● **Data for the task**
+ + + +
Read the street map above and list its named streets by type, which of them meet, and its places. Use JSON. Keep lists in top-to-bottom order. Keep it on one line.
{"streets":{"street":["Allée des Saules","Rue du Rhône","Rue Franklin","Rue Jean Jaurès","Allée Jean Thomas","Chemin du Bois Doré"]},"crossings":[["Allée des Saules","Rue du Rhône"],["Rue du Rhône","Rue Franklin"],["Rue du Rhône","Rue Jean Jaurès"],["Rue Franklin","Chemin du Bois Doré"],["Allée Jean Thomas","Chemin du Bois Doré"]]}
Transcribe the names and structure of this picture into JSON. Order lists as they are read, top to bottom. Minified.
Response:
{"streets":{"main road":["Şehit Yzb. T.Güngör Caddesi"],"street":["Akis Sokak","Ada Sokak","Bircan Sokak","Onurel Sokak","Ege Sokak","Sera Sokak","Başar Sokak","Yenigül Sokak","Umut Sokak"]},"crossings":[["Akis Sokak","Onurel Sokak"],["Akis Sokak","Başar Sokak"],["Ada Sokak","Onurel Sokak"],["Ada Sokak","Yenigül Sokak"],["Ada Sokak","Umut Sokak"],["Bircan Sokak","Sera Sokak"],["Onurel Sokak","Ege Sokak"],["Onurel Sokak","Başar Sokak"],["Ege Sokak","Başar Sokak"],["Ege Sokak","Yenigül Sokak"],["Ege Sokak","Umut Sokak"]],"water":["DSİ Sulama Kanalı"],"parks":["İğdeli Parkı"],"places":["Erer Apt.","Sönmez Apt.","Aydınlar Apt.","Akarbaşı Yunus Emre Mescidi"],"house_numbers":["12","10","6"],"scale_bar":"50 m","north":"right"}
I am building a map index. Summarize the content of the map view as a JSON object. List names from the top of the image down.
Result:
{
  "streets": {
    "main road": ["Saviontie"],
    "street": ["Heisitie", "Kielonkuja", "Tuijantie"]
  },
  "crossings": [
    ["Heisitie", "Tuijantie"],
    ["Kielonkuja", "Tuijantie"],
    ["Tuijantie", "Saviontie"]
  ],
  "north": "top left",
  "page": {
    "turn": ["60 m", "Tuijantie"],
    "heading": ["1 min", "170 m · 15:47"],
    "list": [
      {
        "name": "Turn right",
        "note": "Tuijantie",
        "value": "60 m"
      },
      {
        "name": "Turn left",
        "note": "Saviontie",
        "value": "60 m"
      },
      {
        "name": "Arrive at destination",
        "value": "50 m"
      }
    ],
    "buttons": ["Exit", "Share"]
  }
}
+ + + +
● **Task to carry out**
After locating the line that holds "I am building", print it and each line after it through the end of the data, exactly as it stands.

● **Worked solution**
I am building a map index. Summarize the content of the map view as a JSON object. List names from the top of the image down.
Result:
{
  "streets": {
    "main road": ["Saviontie"],
    "street": ["Heisitie", "Kielonkuja", "Tuijantie"]
  },
  "crossings": [
    ["Heisitie", "Tuijantie"],
    ["Kielonkuja", "Tuijantie"],
    ["Tuijantie", "Saviontie"]
  ],
  "north": "top left",
  "page": {
    "turn": ["60 m", "Tuijantie"],
    "heading": ["1 min", "170 m · 15:47"],
    "list": [
      {
        "name": "Turn right",
        "note": "Tuijantie",
        "value": "60 m"
      },
      {
        "name": "Turn left",
        "note": "Saviontie",
        "value": "60 m"
      },
      {
        "name": "Arrive at destination",
        "value": "50 m"
      }
    ],
    "buttons": ["Exit", "Share"]
  }
}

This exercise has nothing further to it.